Prompt
For each line of the listing that contains "canvas", make a copy and return it.

Input records
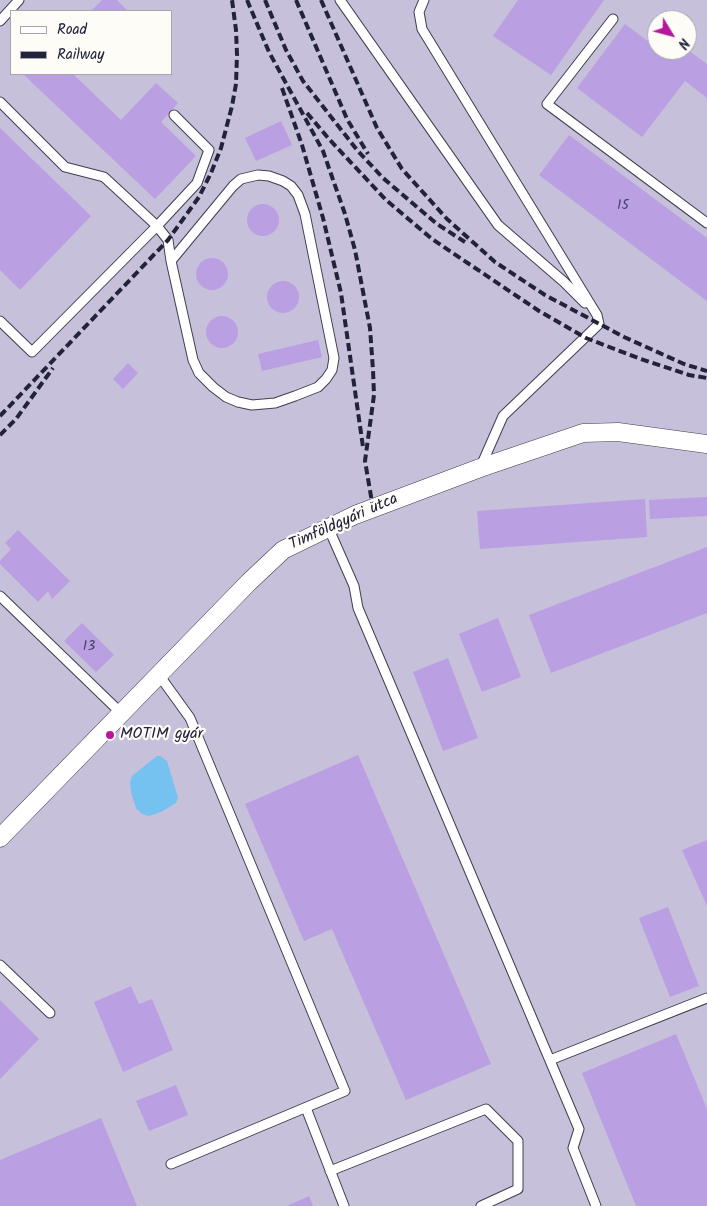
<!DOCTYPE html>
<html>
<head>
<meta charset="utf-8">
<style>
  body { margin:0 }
  #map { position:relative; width:707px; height:1206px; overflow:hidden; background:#ede0c0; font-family:Kalam,sans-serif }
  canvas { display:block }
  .legend { position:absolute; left:10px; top:10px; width:162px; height:65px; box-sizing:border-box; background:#fdfcf7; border:1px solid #a5a5ac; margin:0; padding:6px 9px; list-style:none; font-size:15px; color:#22223b }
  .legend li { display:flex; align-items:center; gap:10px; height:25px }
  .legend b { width:25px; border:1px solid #a5a5ac }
  .north { position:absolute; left:647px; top:10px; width:50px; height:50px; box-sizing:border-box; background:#fdfcf7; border:1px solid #a5a5ac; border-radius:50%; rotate:127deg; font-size:14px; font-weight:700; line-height:20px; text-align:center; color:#22223b }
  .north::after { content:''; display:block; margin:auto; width:18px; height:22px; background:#b5179e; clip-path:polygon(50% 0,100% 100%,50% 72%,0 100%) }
</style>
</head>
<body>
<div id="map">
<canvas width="707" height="1206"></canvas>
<ul class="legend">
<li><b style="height:6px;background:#fff"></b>Road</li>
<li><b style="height:6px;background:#22223b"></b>Railway</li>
</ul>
<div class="north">N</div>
</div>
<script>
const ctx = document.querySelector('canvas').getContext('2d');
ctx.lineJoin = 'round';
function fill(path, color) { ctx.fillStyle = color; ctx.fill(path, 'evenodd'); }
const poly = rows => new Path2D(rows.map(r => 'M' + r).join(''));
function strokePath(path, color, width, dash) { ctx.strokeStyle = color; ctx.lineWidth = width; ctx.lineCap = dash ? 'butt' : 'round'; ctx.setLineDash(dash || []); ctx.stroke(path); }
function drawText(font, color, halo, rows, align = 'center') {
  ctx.font = font + ' Kalam,sans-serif'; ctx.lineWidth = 4.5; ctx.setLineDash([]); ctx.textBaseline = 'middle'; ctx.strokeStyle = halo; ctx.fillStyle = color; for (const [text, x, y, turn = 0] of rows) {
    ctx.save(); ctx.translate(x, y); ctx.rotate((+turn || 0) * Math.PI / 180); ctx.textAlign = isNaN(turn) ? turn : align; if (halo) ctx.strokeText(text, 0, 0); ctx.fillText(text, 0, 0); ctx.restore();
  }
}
fill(poly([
  [0,0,707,0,707,1206,0,1206],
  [11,11,171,11,171,74,11,74],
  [657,20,687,20,687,50,657,50]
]), '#c6c0da');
fill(poly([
  [157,756,160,756,167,761,178,798,176,803,161,812,149,816,142,814,136,808,131,792,130,782,132,776]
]), '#75c1ef');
fill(poly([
  [102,0,117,0,128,11,91,11],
  [518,0,604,0,551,75,493,36],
  [625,24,657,48,657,50,660,50,674,60,681,50,688,50,707,64,707,98,685,81,642,137,577,88],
  [25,74,73,74,121,120,156,83,178,103,161,122,196,156,155,199,24,75],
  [281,121,292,145,256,161,245,138],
  [0,128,91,216,20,290,0,270],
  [569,135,707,238,707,301,539,175],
  '247 220a16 16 0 1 1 32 0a16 16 0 1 1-32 0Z',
  '196 274a16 16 0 1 1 32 0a16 16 0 1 1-32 0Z',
  '267 297a16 16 0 1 1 32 0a16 16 0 1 1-32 0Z',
  '206 332a16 16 0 1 1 32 0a16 16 0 1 1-32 0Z',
  [318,340,322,357,262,371,258,354],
  [128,363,138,373,123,389,113,379],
  [707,497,707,516,650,519,649,500],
  [645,499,647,537,480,549,477,511],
  [18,530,70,581,52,599,48,591,38,602,0,564,0,561,11,549,5,543],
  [707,547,707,613,551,673,529,615],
  [498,618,521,677,482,692,459,634],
  [82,623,114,655,96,672,64,641],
  [448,658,478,738,443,751,413,672],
  [358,755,491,1064,406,1100,332,929,304,941,245,804],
  [707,840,707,906,682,850],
  [668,907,699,986,670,997,639,918],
  [131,986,139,1004,152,999,173,1050,123,1072,94,1002],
  [0,1000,39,1039,0,1079],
  [676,1034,707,1109,707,1206,636,1206,582,1073],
  [176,1085,188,1115,149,1131,136,1101],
  [101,1118,137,1206,0,1206,0,1160],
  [309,1196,313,1206,287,1206]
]), '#ba9fe3');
const lane = poly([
  [340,0,498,225,564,282,585,303],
  [424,0,419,12,422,29,597,315,599,324,503,416,481,466],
  [613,19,547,104,707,223],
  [0,21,19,0],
  [0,102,65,167,104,177,157,226,168,240,171,261],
  [258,175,269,176,283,181,291,186,298,195,305,214,334,358,332,370,326,379,318,387,295,396,275,403,252,405,238,402,226,397,213,387,199,373,193,360,171,261,233,186,241,179,258,175],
  [0,321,32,352,157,226,197,183,209,150,174,115],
  [328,527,354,586,358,608,579,1129,573,1148,596,1206],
  [0,596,121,713],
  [159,675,190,718,345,1091,171,1164],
  [0,965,50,1013],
  [550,1060,707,998],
  [306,1108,344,1206],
  [330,1171,486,1109,518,1141,518,1189,481,1206]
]);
const street = poly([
  [0,838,249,582,283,550,355,515,480,468,583,433,618,432,707,444]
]);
strokePath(lane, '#403e4f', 11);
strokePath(street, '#403e4f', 19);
strokePath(lane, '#fff', 9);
strokePath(street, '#fff', 18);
strokePath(poly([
  [247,0,269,52,323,151,345,214,355,250,370,328,373,370,374,395,365,461,373,508],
  [265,0,286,50,303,81,357,150,383,178,437,224,465,242],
  [296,0,347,119,368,154],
  [321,0,377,128,402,169,447,219,495,262,545,295,624,337,684,364,707,371],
  [282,88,302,145,323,218,341,293,363,447],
  [307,113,329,139,386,200,432,239,539,311,586,338,638,358,689,375,707,378],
  [0,416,168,240,199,197,211,173,221,148,232,106,236,84,237,55,236,30,232,0],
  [0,435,16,419,53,368]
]), '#22223b', 4, [8, 4]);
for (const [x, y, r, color] of [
  [110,735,5,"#b5179e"]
]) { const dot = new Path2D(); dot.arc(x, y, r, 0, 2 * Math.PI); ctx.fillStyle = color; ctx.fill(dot); strokePath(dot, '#fdfcf7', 2); }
drawText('14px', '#484165', null, [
  ["15",623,207],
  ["13",89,648]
]);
drawText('16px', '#22223b', '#fdfcf7', [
  ["Timföldgyári utca",344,523,-24]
]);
drawText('16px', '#22223b', '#fdfcf7', [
  ["MOTIM gyár",120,735]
], 'left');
</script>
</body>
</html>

Written solution
  canvas { display:block }
<canvas width="707" height="1206"></canvas>
const ctx = document.querySelector('canvas').getContext('2d');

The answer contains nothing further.